Keep to one stretch of the data below, the lines from the one with "display:grid; grid-template-columns:65px 1fr" up to and including the one with "font-size:32px; font-style:normal; color:#7c7c81", and return that stretch exactly.

[Collection entries]
----
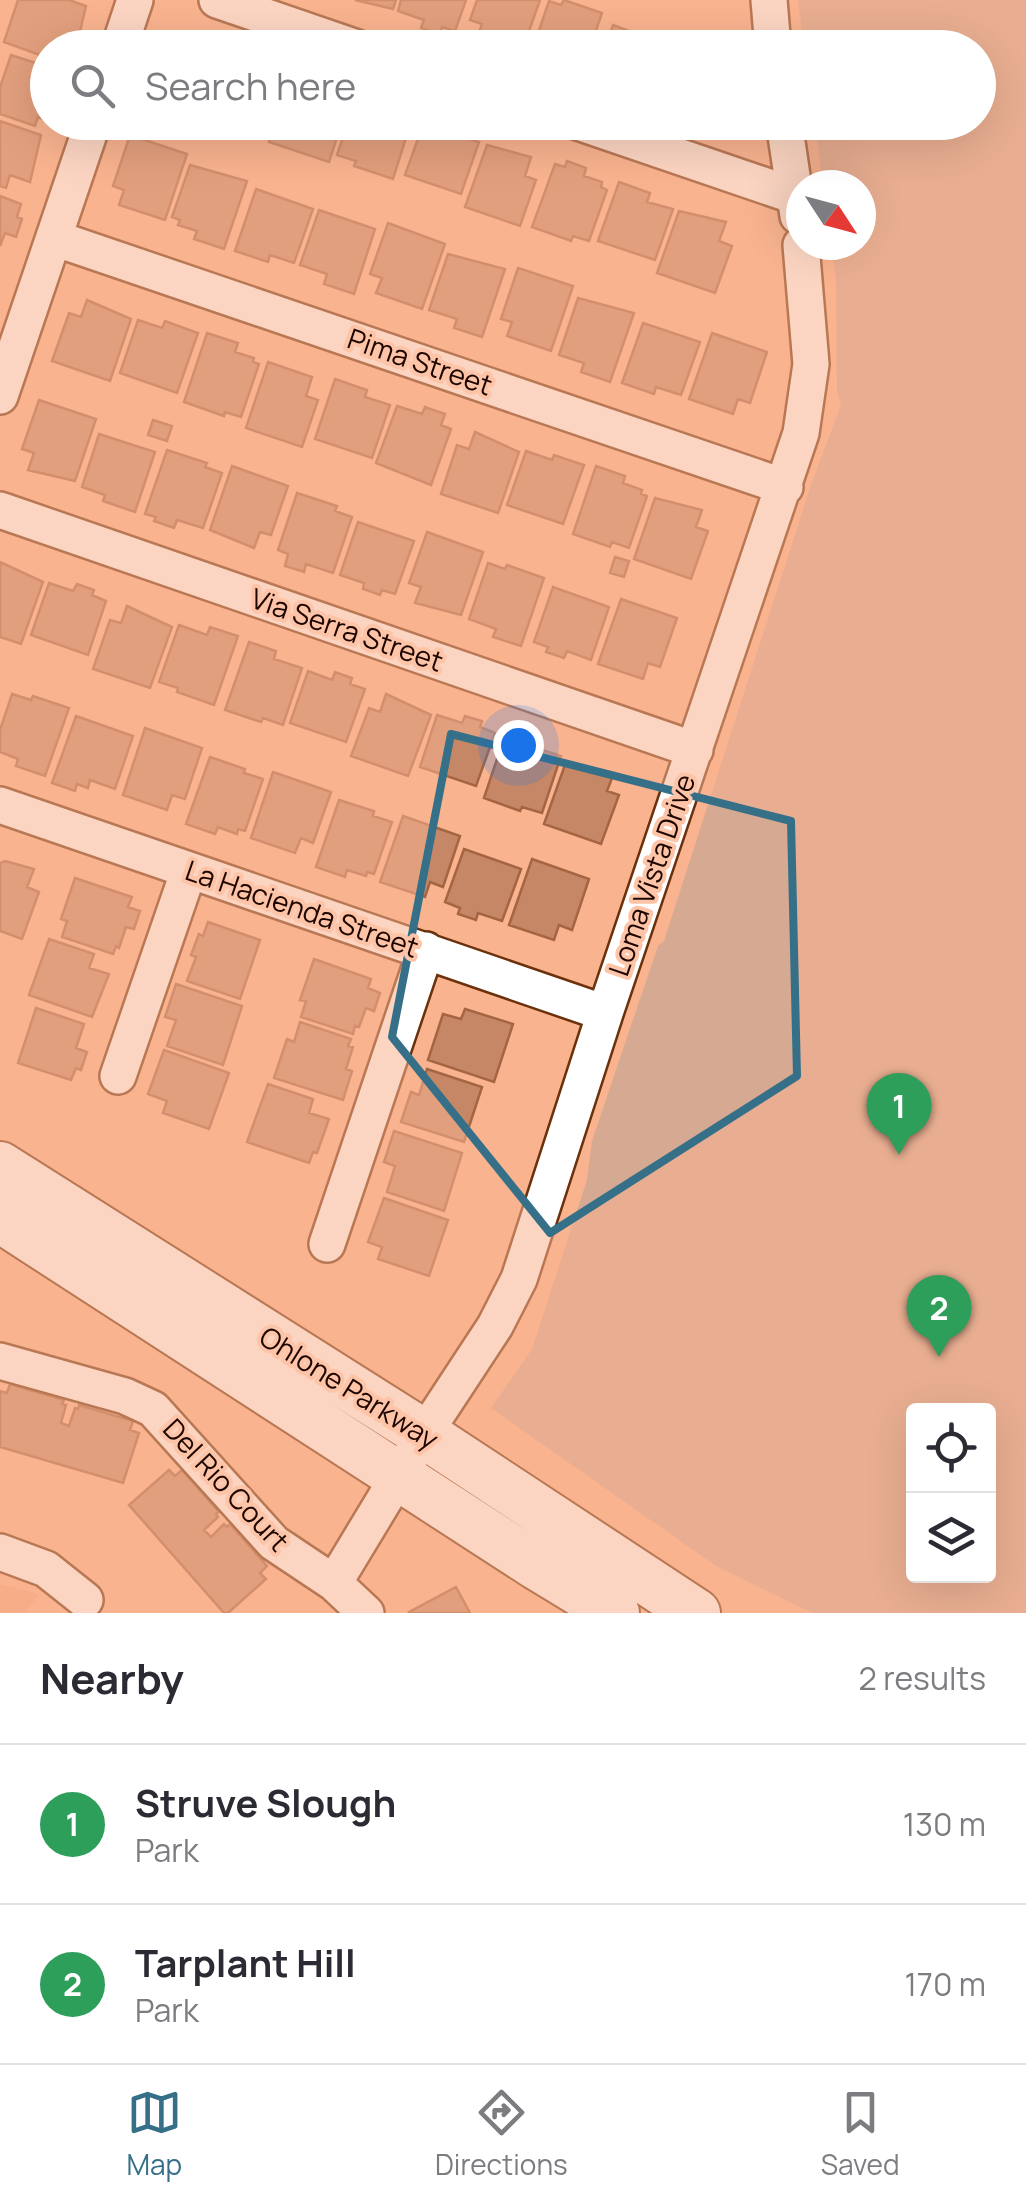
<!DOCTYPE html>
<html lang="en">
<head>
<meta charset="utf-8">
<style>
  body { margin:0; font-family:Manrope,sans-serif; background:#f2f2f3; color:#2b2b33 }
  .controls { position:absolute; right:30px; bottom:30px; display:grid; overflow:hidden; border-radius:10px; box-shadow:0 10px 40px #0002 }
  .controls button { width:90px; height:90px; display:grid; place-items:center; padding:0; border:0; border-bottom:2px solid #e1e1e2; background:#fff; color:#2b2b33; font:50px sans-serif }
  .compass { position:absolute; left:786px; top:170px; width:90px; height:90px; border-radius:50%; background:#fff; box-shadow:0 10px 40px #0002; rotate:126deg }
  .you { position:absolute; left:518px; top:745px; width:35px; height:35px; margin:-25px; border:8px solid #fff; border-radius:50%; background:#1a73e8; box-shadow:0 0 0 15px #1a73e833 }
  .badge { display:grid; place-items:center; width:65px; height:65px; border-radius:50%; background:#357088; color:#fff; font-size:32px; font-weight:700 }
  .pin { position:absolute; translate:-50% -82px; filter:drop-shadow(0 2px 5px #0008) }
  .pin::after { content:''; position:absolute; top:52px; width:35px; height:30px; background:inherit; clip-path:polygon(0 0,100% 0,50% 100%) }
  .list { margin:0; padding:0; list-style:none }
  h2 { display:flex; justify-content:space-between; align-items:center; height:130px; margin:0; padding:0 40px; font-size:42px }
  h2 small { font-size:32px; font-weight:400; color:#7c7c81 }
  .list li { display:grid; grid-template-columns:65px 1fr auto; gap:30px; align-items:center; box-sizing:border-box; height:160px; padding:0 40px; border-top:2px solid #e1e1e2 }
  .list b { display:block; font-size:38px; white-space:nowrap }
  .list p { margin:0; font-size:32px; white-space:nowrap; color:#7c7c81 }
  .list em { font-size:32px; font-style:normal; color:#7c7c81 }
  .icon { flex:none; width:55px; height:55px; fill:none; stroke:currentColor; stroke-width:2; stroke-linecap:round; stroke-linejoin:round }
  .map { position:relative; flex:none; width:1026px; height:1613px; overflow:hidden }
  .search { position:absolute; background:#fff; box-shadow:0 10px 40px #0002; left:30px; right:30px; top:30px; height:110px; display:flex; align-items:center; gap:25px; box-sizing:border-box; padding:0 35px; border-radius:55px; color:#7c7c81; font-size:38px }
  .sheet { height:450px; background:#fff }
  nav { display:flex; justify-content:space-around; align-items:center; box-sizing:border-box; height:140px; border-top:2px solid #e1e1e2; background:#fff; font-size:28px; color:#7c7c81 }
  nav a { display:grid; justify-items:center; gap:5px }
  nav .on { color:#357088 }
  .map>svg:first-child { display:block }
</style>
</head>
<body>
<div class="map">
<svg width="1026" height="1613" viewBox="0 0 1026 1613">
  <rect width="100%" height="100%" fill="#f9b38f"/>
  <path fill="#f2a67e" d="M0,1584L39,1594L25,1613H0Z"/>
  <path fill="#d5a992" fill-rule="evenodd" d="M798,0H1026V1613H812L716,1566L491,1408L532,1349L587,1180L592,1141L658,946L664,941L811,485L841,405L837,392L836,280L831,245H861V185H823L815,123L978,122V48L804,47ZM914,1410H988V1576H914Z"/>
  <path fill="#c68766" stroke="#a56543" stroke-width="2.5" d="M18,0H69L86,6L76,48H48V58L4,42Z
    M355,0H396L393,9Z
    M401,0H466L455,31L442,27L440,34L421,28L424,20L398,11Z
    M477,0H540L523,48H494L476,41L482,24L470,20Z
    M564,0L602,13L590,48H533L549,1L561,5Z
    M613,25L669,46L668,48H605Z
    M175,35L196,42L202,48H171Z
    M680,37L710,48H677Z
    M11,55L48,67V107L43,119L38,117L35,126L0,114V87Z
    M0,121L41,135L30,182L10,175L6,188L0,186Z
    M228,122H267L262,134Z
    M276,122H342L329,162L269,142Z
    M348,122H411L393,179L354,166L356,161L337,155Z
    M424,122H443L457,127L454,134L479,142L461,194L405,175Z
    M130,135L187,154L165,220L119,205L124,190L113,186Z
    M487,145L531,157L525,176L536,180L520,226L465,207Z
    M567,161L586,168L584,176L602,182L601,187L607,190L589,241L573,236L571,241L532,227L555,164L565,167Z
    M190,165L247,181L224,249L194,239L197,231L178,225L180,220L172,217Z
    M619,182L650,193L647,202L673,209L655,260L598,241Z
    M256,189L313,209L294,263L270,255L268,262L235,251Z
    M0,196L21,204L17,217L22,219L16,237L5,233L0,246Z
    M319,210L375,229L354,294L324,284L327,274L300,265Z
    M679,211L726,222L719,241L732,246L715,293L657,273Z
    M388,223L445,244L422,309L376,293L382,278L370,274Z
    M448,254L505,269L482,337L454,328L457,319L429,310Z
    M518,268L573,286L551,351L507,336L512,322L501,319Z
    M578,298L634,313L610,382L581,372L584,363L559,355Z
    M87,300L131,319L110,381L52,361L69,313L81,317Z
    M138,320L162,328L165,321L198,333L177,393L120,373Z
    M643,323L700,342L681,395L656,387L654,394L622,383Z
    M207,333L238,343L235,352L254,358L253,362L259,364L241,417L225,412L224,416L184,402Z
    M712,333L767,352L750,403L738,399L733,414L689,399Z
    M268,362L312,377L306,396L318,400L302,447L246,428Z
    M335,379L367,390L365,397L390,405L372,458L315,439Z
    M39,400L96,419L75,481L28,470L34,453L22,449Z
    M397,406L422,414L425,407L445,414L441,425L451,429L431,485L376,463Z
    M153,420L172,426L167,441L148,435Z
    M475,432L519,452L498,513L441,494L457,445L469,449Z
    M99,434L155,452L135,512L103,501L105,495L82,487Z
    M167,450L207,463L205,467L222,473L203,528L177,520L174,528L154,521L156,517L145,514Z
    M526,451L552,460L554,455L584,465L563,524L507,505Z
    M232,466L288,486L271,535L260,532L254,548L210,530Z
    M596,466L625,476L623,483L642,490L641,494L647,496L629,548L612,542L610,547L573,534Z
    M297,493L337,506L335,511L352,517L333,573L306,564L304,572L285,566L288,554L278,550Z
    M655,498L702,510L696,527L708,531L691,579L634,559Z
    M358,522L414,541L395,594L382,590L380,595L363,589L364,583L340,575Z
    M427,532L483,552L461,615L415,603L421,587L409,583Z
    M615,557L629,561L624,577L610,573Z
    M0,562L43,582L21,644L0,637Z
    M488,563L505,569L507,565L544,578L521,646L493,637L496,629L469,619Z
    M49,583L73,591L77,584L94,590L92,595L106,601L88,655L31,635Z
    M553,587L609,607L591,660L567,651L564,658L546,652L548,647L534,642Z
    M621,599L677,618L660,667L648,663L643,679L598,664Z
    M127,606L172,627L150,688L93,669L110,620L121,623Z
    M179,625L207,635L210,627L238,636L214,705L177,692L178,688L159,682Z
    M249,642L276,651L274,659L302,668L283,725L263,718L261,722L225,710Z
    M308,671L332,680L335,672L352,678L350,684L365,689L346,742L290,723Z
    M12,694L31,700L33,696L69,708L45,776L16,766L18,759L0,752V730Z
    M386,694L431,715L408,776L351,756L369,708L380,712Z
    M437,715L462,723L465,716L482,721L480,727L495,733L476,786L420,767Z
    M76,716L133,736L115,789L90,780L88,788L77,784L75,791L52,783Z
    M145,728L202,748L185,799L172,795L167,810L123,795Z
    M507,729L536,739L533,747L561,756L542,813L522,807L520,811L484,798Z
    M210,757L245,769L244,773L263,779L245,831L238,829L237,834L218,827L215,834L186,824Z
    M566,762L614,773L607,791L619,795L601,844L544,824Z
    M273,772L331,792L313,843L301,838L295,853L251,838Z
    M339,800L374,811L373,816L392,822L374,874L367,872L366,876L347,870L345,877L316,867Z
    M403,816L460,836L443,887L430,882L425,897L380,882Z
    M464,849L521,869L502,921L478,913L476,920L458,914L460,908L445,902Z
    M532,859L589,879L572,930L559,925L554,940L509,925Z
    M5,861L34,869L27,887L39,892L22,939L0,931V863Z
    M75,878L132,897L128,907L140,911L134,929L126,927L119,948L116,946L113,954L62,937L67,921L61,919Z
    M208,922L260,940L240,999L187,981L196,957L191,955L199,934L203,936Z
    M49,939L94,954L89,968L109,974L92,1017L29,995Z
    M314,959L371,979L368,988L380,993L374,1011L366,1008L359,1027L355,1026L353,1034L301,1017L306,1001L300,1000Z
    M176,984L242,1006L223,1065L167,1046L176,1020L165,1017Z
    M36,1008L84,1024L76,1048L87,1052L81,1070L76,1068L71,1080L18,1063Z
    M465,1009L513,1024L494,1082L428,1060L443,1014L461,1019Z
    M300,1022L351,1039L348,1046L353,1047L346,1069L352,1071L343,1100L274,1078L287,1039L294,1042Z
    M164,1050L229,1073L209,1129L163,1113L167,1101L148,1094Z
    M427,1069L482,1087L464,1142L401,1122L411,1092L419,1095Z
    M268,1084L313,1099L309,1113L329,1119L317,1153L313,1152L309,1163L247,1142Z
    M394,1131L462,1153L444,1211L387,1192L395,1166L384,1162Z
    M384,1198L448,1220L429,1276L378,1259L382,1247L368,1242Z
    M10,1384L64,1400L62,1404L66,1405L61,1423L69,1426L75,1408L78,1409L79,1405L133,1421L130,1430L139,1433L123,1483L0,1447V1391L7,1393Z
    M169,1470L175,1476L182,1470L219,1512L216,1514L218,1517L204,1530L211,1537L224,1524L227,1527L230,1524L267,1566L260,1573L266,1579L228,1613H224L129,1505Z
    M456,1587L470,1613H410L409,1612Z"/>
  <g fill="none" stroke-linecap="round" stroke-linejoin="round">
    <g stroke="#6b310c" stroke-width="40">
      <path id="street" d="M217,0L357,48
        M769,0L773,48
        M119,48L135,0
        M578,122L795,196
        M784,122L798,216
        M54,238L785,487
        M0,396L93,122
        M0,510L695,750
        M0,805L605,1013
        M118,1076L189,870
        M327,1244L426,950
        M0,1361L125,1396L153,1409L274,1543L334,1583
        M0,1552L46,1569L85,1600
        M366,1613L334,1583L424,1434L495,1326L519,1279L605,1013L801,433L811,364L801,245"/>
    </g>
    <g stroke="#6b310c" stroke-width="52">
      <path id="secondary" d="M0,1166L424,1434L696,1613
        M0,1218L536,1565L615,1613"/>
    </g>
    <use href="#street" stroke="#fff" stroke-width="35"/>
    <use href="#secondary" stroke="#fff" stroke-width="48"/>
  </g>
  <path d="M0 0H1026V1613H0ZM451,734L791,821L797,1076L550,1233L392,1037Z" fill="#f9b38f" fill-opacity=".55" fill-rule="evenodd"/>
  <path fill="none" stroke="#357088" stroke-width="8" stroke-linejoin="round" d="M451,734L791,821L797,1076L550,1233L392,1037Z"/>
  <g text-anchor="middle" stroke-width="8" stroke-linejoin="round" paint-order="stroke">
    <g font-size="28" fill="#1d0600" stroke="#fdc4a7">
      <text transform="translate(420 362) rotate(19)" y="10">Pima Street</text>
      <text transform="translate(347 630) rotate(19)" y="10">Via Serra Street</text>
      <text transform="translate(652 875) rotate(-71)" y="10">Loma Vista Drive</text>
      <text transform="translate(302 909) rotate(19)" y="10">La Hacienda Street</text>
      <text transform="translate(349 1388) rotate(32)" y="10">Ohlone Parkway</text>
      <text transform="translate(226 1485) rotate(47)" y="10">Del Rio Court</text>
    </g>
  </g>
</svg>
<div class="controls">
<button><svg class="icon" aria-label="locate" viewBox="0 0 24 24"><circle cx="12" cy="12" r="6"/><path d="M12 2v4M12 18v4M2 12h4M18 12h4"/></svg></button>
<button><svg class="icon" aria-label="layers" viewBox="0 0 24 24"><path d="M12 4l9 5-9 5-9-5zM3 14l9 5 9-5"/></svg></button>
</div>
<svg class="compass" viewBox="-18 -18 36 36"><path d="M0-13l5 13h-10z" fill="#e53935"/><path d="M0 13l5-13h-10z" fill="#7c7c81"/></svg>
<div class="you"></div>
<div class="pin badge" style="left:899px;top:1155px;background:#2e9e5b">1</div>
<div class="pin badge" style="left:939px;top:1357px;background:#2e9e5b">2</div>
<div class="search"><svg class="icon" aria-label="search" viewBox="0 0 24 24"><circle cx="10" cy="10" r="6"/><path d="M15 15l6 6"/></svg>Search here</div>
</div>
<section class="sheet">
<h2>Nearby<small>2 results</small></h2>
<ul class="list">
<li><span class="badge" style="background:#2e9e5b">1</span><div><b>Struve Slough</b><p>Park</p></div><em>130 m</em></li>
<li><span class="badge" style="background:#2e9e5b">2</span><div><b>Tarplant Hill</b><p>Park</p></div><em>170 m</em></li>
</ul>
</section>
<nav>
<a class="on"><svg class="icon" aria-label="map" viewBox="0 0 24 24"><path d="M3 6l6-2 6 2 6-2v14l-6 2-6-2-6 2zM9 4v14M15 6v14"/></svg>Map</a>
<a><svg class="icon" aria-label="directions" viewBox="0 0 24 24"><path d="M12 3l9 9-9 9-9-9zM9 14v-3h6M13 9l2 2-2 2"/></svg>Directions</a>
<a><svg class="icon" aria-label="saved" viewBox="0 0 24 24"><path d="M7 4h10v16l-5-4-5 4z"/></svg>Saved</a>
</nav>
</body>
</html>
----
• _Written answer_:
  .list li { display:grid; grid-template-columns:65px 1fr auto; gap:30px; align-items:center; box-sizing:border-box; height:160px; padding:0 40px; border-top:2px solid #e1e1e2 }
  .list b { display:block; font-size:38px; white-space:nowrap }
  .list p { margin:0; font-size:32px; white-space:nowrap; color:#7c7c81 }
  .list em { font-size:32px; font-style:normal; color:#7c7c81 }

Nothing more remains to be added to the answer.